Lexie88rus/quick-draw-image-recognition

CropImage IndexError: tuple index out of range

Closed this issue · 9 comments

So I was trying this variant of quickdraw data recognition since it was quite different than all other implementations, but after training the model and trying to run predictions, I ran across this error during the crop image part.

PS: I was/am trying to run prediction on a image file (saved file)

The error

loading eye drawings
load complete
---------------------------------------------------------------------------
IndexError                                Traceback (most recent call last)
<ipython-input-8-ea2a130d0e53> in <module>
     13 
     14 # preprocess the image for the model
---> 15 image_cropped = crop_image(img) # crop the image and resize to 28x28
     16 image_normalized = normalize_image(image_cropped) # normalize color after crop
     17 

<ipython-input-2-0dbe01aed1ef> in crop_image(image)
    341         for j in range(0, height):
    342             # save coordinates of the image
--> 343             if (pixels[i,j][3] > 0):
    344                 image_strokes_cols.append(i)
    345                 image_strokes_rows.append(j)

IndexError: tuple index out of range

The code I am using

from quickdraw import QuickDrawData

qd = QuickDrawData(recognized=True)
eye = qd.get_drawing("eye")

# open Image with PIL
#img = Image.open(image_data)
img = eye.image

# save original image as png (for debugging)
ts = time.time()
img.save('image' + str(ts) + '.png', 'PNG')

# preprocess the image for the model
image_cropped = crop_image(img) # crop the image and resize to 28x28
image_normalized = normalize_image(image_cropped) # normalize color after crop

# convert image from RGBA to RGB
img_rgb = convert_to_rgb(image_normalized)

# convert image to numpy
image_np = convert_to_np(img_rgb)

# apply model and print prediction
label, label_num, preds = get_prediction(model, image_np)
print("This is a {}".format(label_num))

The input image is also attached

image1560184117 095532

Hi! thank you very much for your interest in my code :)
This error is raised because your image is RGB and not RGBA.
Fast and dirty solution would be to add:

img = img.convert("RGBA")

So the whole script looks like this and works fine with your image:

# import PIL for image manipulation
from PIL import Image
from PIL import ImageOps

import time

# import image processing
import sys
sys.path.insert(0, '../')
import image_utils
from image_utils import crop_image, normalize_image, convert_to_rgb, convert_to_np

# open Image with PIL
img = Image.open('test_image.png')
img = img.convert("RGBA")

# save original image as png (for debugging)
ts = time.time()
img.save('image' + str(ts) + '.png', 'PNG')

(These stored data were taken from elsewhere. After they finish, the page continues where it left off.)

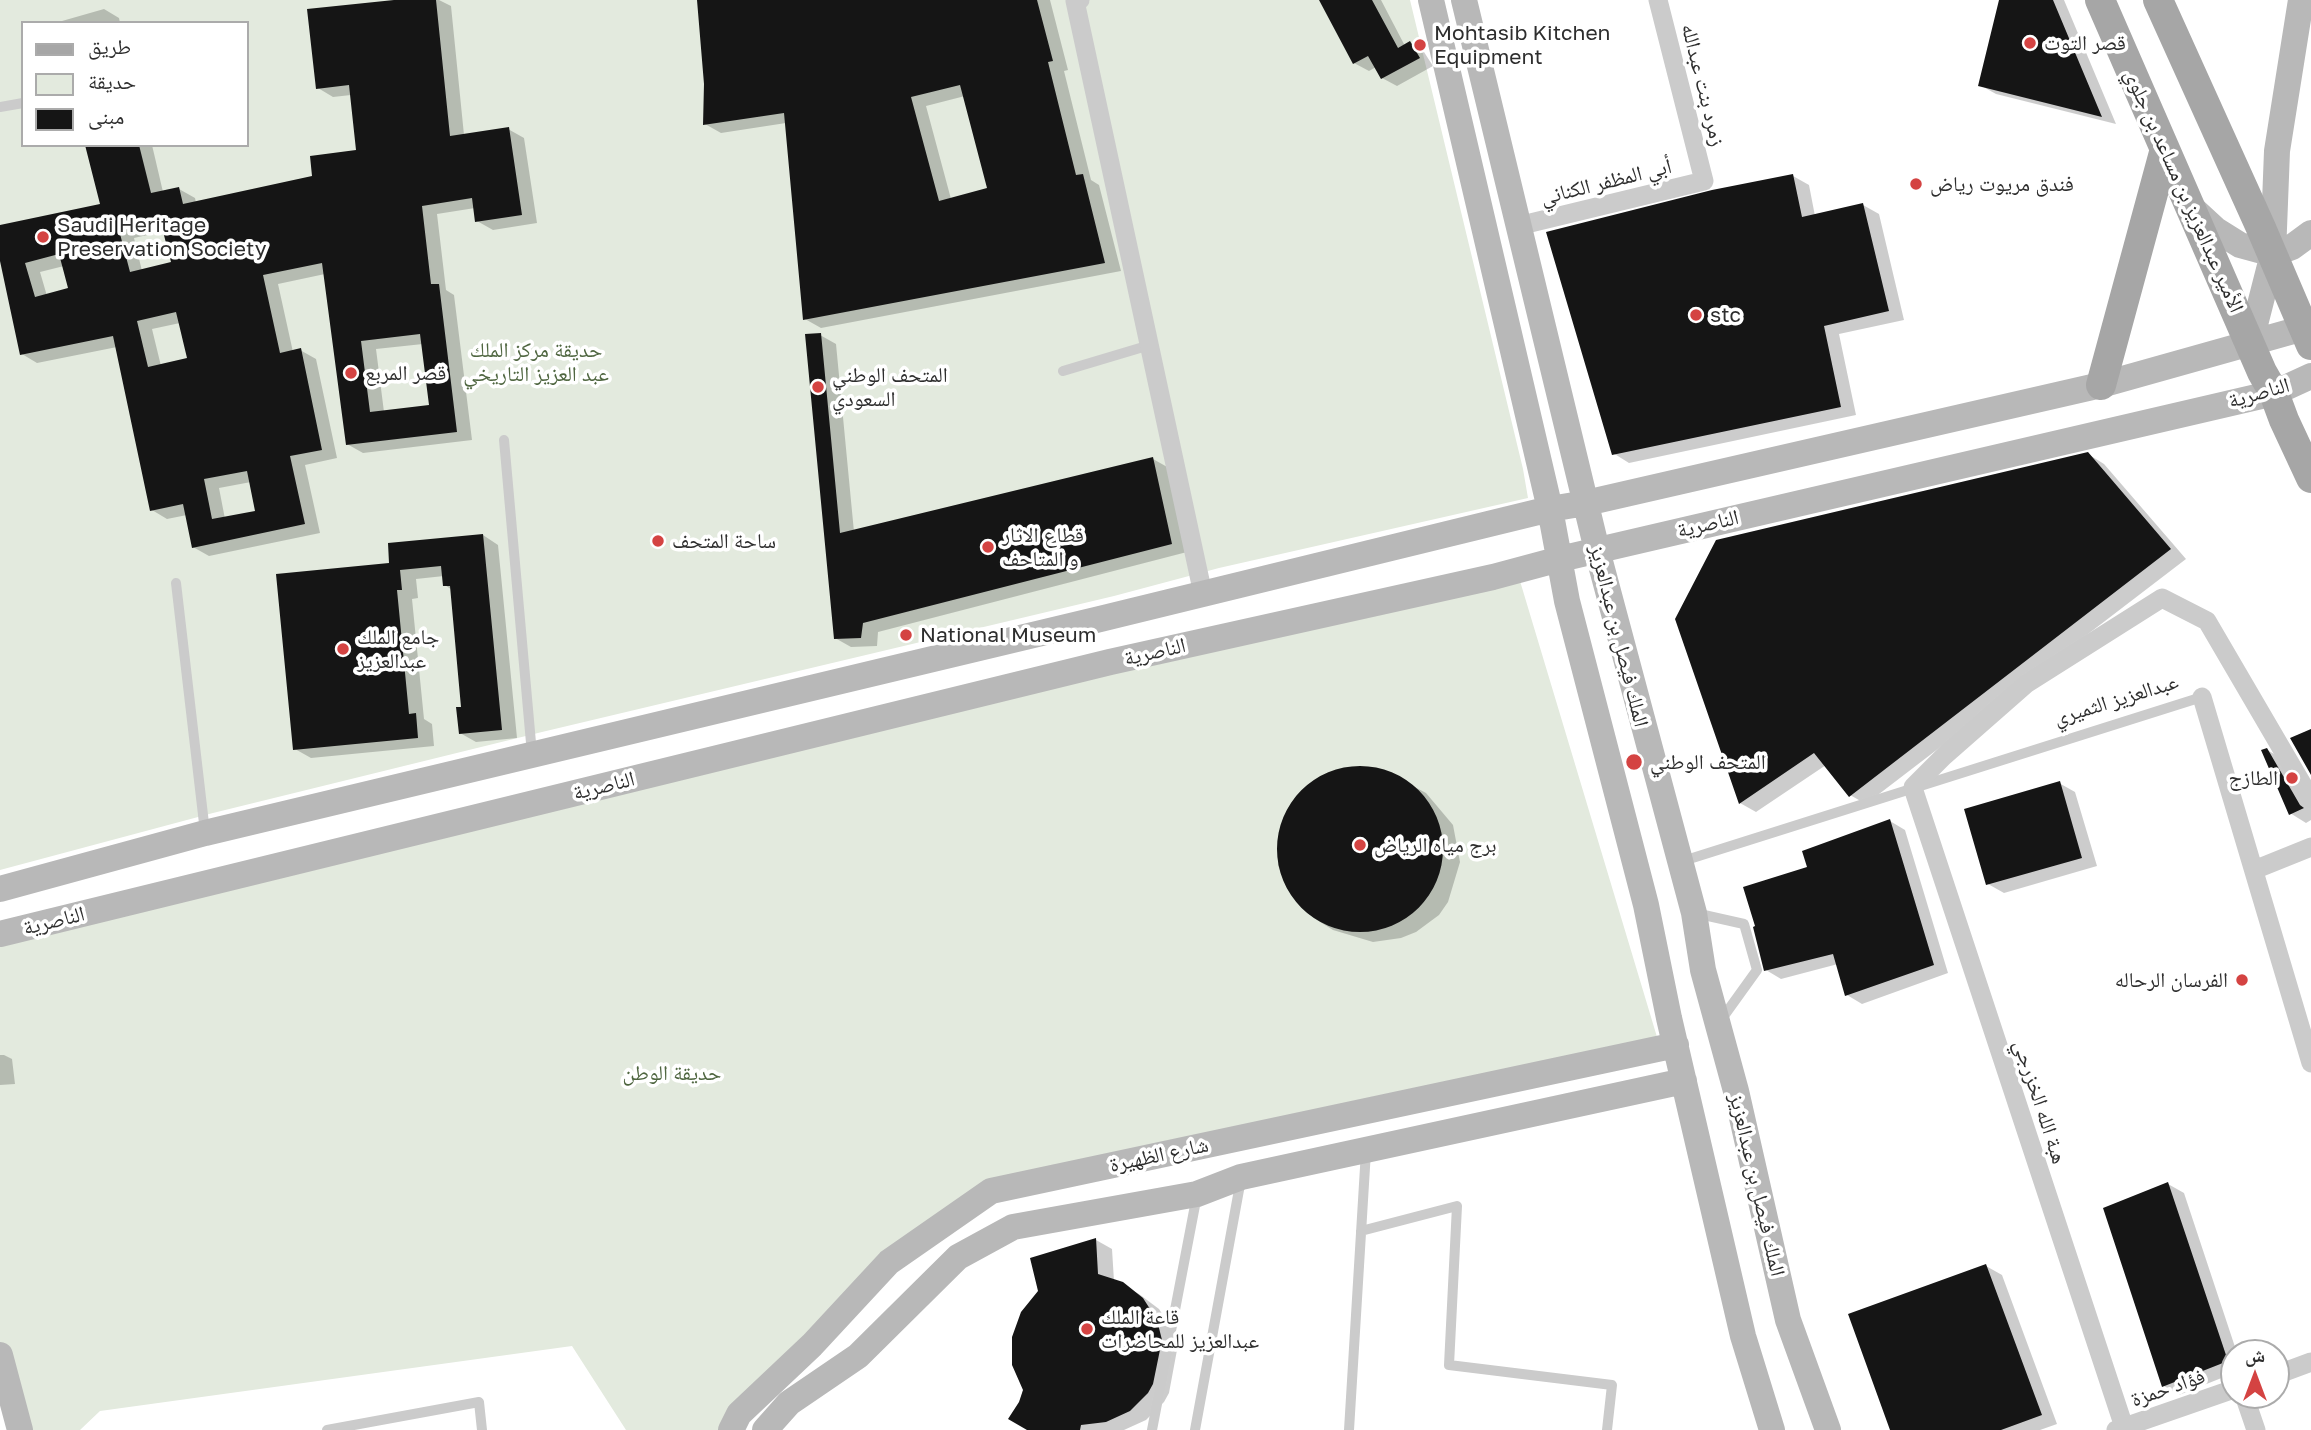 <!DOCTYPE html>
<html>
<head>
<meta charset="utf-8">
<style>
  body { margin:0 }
  #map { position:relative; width:2311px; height:1430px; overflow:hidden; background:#fff; font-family:"Golos Text","Noto Naskh Arabic",sans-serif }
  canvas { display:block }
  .legend { position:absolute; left:21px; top:21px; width:228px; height:126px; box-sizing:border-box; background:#fff; border:2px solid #ababab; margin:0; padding:9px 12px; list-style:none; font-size:21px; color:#2e2e2e }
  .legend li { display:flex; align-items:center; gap:14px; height:35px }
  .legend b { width:35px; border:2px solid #ababab }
  .north { position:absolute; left:2220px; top:1339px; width:70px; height:70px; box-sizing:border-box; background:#fff; border:2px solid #ababab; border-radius:50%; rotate:0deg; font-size:19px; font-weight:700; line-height:28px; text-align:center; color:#2e2e2e }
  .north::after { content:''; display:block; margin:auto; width:24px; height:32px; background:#d44342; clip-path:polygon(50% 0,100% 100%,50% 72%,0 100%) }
</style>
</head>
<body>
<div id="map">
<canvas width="2311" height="1430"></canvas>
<ul class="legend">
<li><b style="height:9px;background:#a6a6a6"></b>طريق</li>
<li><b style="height:19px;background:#e3eade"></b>حديقة</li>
<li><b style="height:19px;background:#151515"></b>مبنى</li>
</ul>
<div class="north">ش</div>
</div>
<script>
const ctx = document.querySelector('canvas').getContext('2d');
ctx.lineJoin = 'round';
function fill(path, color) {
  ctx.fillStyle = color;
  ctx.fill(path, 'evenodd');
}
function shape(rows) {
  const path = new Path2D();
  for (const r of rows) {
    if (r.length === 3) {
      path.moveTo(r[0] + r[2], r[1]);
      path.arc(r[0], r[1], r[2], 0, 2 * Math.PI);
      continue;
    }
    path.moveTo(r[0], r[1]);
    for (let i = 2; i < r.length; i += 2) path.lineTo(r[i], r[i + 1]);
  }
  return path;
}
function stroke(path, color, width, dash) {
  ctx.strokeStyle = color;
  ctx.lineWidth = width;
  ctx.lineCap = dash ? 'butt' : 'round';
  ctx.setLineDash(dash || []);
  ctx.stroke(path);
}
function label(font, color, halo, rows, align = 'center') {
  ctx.font = font + ' "Golos Text","Noto Naskh Arabic",sans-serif';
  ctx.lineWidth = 7;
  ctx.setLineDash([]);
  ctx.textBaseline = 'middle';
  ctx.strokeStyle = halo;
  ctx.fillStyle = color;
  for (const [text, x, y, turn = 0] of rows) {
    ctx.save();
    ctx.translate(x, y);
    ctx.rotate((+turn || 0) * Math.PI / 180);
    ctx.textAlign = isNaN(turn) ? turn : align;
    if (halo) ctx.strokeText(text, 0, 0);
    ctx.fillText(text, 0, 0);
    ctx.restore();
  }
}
const green = shape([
  [0,0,1410,0,1523,469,1528,498,1219,568,1114,596,542,732,213,813,0,870],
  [23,23,247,23,247,145,23,145],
  [1520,581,1660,1047,991,1195,889,1266,731,1430,626,1430,572,1346,100,1411,80,1430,19,1430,0,1359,0,938,1110,666]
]);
const shadow = shape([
  [410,0,439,0,451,6,464,135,508,129,524,138,537,223,493,230,477,221,475,208,437,214,446,290,454,295,472,440,363,453,347,444,325,274,278,284,293,352,300,350,316,359,337,458,305,465,320,533,209,556,193,547,187,515,167,519,152,510,117,347,37,363,22,354,0,253,0,226,102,205,87,145,152,145,163,192,179,189,195,198,196,203,314,178,358,152,351,95,333,97,318,88],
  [165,231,173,263,142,271,134,238],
  [64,266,70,289,47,296,40,272],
  [180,323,189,359,161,366,152,329],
  [423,344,431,407,384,412,376,349],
  [251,482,257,512,225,519,219,488],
  [698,0,1050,0,1068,70,1064,71,1091,180,1099,185,1121,271,821,328,805,319,786,123,721,133,705,124,706,84],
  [965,96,989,189,951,199,926,106],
  [1321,0,1381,0,1405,46,1410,43,1424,52,1433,66,1397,86,1382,78,1376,67,1369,71,1354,63],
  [2000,0,2064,0,2116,124,1996,94,1980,85],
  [104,9,119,18,120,23,55,23],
  [1793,176,1809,185,1815,216,1863,205,1879,214,1904,320,1839,334,1856,415,1629,463,1613,453],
  [820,335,836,344,854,532,1153,459,1169,468,1187,552,878,632,877,646,851,647,835,638],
  [2088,454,2104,464,2186,559,1866,804,1850,795,1826,765,1756,812,1740,803],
  [483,535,498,545,517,738,476,742,460,733,463,709,452,590,445,585,444,576,416,579,418,598,412,599,424,719,432,724,434,746,311,758,295,749,391,564],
  [2267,750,2283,759,2311,806,2311,820,2306,823,2290,813],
  [1355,767,1383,770,1426,793,1453,825,1460,862,1448,902,1439,915,1416,932,1401,938,1373,942,1333,930,1317,920,1303,909,1286,886,1278,865,1278,837,1295,798,1327,774],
  [2059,783,2075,792,2097,866,2004,893,1988,884],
  [1890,821,1905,830,1948,973,1862,1004,1847,995,1838,964,1781,979,1766,970,1758,927,1809,868],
  [0,1055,4,1055,12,1059,15,1084,0,1085],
  [2168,1184,2184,1193,2237,1353,2234,1353,2234,1373,2179,1395,2164,1386],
  [1096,1240,1112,1249,1114,1281,1139,1294,1159,1309,1173,1331,1177,1350,1169,1393,1164,1402,1146,1420,1124,1430,1030,1430,1021,1402,1040,1291,1032,1260],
  [1986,1266,2002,1275,2057,1424,2040,1430,1892,1430]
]);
const building = shape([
  [394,0,436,0,450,136,509,127,522,215,475,222,472,198,422,206,431,284,439,284,457,432,346,445,322,263,263,275,280,353,301,348,322,450,290,456,305,524,192,548,183,504,150,511,113,336,20,355,0,261,0,225,100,204,85,145,139,145,151,193,179,187,183,204,312,176,310,156,356,150,349,85,316,89,307,9],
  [160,220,171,262,130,272,119,230],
  [59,254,68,288,35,297,25,263],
  [176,312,187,358,148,367,137,321],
  [420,334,429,405,370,412,361,341],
  [247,471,255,511,212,519,204,479],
  [697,0,1037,0,1053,61,1048,62,1076,175,1083,174,1105,263,803,320,784,113,703,125,704,84],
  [960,85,987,188,939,201,911,97],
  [1319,0,1372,0,1398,48,1410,41,1420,58,1381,79,1368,56,1353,64],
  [1999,0,2053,0,2102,117,1978,86],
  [1793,174,1802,217,1863,203,1889,311,1824,326,1841,407,1612,455,1546,232,1712,190],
  [821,333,840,533,1153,457,1172,544,863,623,861,638,834,639,805,334],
  [2088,452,2171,549,1849,797,1814,753,1739,804,1675,619,1716,540],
  [483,534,502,730,459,734,456,707,461,707,450,586,443,586,441,566,400,570,402,590,397,590,409,714,416,713,418,738,293,750,276,574,389,563,388,543],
  [2311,729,2311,775,2290,738],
  [2267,748,2300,805,2304,808,2289,815,2261,750],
  [1360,849,83],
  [2060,781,2082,858,1986,885,1964,809],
  [1890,819,1934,965,1845,996,1833,954,1764,971,1753,927,1755,926,1743,887,1807,867,1802,851],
  [2168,1182,2228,1361,2162,1387,2103,1208],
  [1096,1238,1098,1274,1123,1282,1143,1298,1157,1320,1162,1340,1153,1384,1148,1393,1130,1411,1106,1422,1081,1425,1080,1430,1027,1430,1008,1419,1019,1402,1023,1390,1012,1365,1012,1337,1021,1312,1038,1291,1030,1258],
  [1986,1264,2042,1415,2001,1430,1890,1430,1848,1314]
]);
const lane = shape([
  [0,107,23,103],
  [1063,371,1150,345],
  [504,440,532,754],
  [176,583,205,832],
  [1683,861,2202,697],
  [1695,913,1744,924,1757,970,1721,1020],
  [1361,1231,1457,1206,1449,1365,1612,1385,1607,1430],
  [327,1430,479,1402,482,1430],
  [1152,1430,1197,1195],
  [1195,1430,1241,1179],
  [1349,1430,1366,1151]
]);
const street = shape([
  [1080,0,1075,1,1203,594],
  [1518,226,1704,181,1658,0],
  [2202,697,2311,1063],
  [1913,787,1944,756,2026,684,2162,598,2207,621,2311,799],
  [1913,788,2125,1430],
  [2254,870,2311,847],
  [2276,1375,2311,1362],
  [2244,1395,2256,1430],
  [2116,1430,2234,1389]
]);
const secondary = shape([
  [1431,0,1550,509,1567,601,1646,905,1669,1018,1743,1336,1772,1430],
  [1464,0,1597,550,1694,913,1703,970,1736,1091,1788,1320,1828,1430],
  [2191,207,2216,230,2240,245,2273,254,2292,247,2311,233],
  [2250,344,2273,254,2277,151,2301,0],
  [0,889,205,833,1100,619,1550,509,1586,503,2101,385,2304,328],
  [0,934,1110,662,1493,577,1560,559,2274,393,2311,376],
  [0,1355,20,1430],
  [731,1430,739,1414,812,1345,889,1262,991,1191,1676,1045],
  [765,1430,789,1403,858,1356,958,1257,1013,1227,1197,1194,1241,1177,1684,1081]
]);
const primary = shape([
  [2100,0,2262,372,2274,393,2284,420,2311,478],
  [2158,0,2261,228,2311,345],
  [2101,385,2165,149]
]);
const markers = [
  [2030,43,7,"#d44342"],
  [1420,45,7,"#d44342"],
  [1916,184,7,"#d44342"],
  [43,237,7,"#d44342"],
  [1696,315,7,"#d44342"],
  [351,373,7,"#d44342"],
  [818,387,7,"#d44342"],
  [658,541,7,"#d44342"],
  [988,547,7,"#d44342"],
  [906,635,7,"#d44342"],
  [343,649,7,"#d44342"],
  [1634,762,9,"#d44342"],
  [2292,778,7,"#d44342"],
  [1360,845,7,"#d44342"],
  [2242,980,7,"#d44342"],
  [1087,1329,7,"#d44342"]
];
const poiNames = [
  ["Mohtasib Kitchen",1434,33],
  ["Equipment",1434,57],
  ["قصر التوت",2044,43],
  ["فندق مريوت رياض",1930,184],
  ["Saudi Heritage",57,225],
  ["Preservation Society",57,249],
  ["stc",1710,315],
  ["قصر المربع",365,373],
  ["المتحف الوطني",832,375],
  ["السعودي",832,399],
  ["قطاع الاثار",1002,535],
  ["و المتاحف",1002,559],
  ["ساحة المتحف",672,541],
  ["National Museum",920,635],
  ["جامع الملك",357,637],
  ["عبدالعزيز",357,661],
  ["المتحف الوطني",1650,762],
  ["الطازج",2278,778,"right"],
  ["برج مياه الرياض",1374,845],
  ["الفرسان الرحاله",2228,980,"right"],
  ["قاعة الملك",1101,1317],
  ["عبدالعزيز للمحاضرات",1101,1341]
];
const streetNames = [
  ["زمرد بنت عبدالله",1703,85,76],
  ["أبي المظفر الكناني",1606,182,-14],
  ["الأمير عبدالعزيز بن مساعد بن جلوي",2184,191,66],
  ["الناصرية",2259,393,-16],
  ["الناصرية",1708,524,-13],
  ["الملك فيصل بن عبدالعزيز",1619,636,76],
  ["الناصرية",1155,652,-13],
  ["عبدالعزيز الثميري",2116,700,-17],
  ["الناصرية",604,786,-14],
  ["الناصرية",54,921,-14],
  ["هبة الله الخزرجي",2040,1102,72],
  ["شارع الظهيرة",1159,1155,-12],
  ["الملك فيصل بن عبدالعزيز",1757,1185,77],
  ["فؤاد حمزة",2168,1388,-19]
];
const parkNames = [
  ["حديقة مركز الملك",536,350],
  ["عبد العزيز التاريخي",536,374],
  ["حديقة الوطن",672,1073]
];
fill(green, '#e3eade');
fill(shadow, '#0003');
fill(building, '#151515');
stroke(lane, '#cbcbcb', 10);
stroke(street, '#cbcbcb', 19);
stroke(secondary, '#b8b8b8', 26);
stroke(primary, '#a6a6a6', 30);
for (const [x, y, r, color] of markers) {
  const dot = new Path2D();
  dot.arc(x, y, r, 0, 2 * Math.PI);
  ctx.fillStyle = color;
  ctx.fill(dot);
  stroke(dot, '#fff', 2.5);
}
label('21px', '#2e2e2e', '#fff', poiNames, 'left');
label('21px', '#2e2e2e', '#fff', streetNames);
label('21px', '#4f6640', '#fff', parkNames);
</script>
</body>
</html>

# preprocess the image for the model
image_cropped = crop_image(img) # crop the image and resize to 28x28
image_normalized = normalize_image(image_cropped) # normalize color after crop

# convert image from RGBA to RGB
img_rgb = convert_to_rgb(image_normalized)

# convert image to numpy
image_np = convert_to_np(img_rgb)

# apply model and print prediction
#label, label_num, preds = get_prediction(model, image_np)
#print("This is a {}".format(label_num))

Thank you, the code is running now but the prediction is totally off. Most of the times, its guessing "eye" as nail.

Attached image and my notebook on how I am doing it, would really appreciate if you can take a look. I found a few implementations of running predictions on actual images rather than strokes, but this is the first one which addresses using actual image files (most others just leave it at test/eval and do not actually do real life predictions).

If it works, I would really be interested to train it on full data set of 345 categories. Can you point me in right direction with the parameters to use/try for full set ?
Even in this one, I had to disable random data parameter (rotated/flipped) since it was taking too long, even on a fairly high end google cloud instance.

Also, if you are interested in doing it yourself, I would be able to provide a Google Cloud instance of whatever specs you might need, have quite a bit of GCM credits which I would be more than happy to spend to see a actual implementation of this running on full data set.
I have been banging my head on this for 12 days now.

image

Uploaded notebook in zip as github not allowing to upload .ipynb

Lexie88rus-quick-draw-image-recognition.zip

Also, without adding rotated/flipped versions of images, by default does this use 3000 images of each type ?

I have started training a new model with 10000 images per type to see if it makes any improvement in my predictions

for key, value in classes_dict.items():
            lst.append(value[:3000])
        doodles = np.concatenate(lst)

In this project, I was exploring different possibilities on my local machine without GPU so yes I am only using 10 classes and 3000 images per class and that is why the accuracy of the model is not impressive.
To improve I would suggest:

  • Use the full dataset, not only 3000 images per class.
  • Use PyTorch standard transformations to rotate/clip randomly. They will be way more efficient than my implementation.
  • Try out different CONV net architectures: DenseNets, VGG etc. Some models are already implemented in PyTorch (torchvision) and some implementations can be brought from this repository for example.

We can collaborate to implement this and then try to run it on Google Cloud instance.

And of course, to get model with better accuracy, it would be better to use full 256 x 256 images and not the simplified 28 x 28 files.
I already wrote some code on Kaggle, which converts strokes into images (but this won't be very efficient).

And of course, to get model with better accuracy, it would be better to use full 256 x 256 images and not the simplified 28 x 28 files.
I already wrote some code on Kaggle, which converts strokes into images (but this won't be very efficient).

Regarding using full images, I know a better way than converting strokes to images. There is this python API/framework called "QuickData" which already has almost all of the images. Thats how I am getting and using image in my code too using ".image" method of it.

There was this implementation which uses full images - https://github.com/zihenglin/quick-draw-recognition
It was the first one I tried but when using full data set, the canvases it creates was nuts (2500x2500 px images and 100k of them). Even then, the accuracy and predictions was nowhere near whats shown in demo.

But I think thats the kind of way you mean ? If so, I had written a wrapper to download 4,000 images per class (345 x 4000 total data) in parallel.

Again, I have the server/GPU resources but I am still a learning in ML, so I would be happy to collab and assist as much as my knowledge and abilities allow me to.

I think the best way would be to merge the code which generates canvases out of strokes with PyTorch dataloaders and transformations.

I think I can come up with an initial version of a script tested on my local machine and then we will try to test it and optimize on GPU server.

I think the best way would be to merge the code which generates canvases out of strokes with PyTorch dataloaders and transformations.

I think I can come up with an initial version of a script tested on my local machine and then we will try to test it and optimize on GPU server.

Sure, in meantime I will try training your code on whole data set.
Let me know whenever you need GPU instance access or anything GCM related, would love to see one quickdraw implementation work well on whole data set.

ok, great!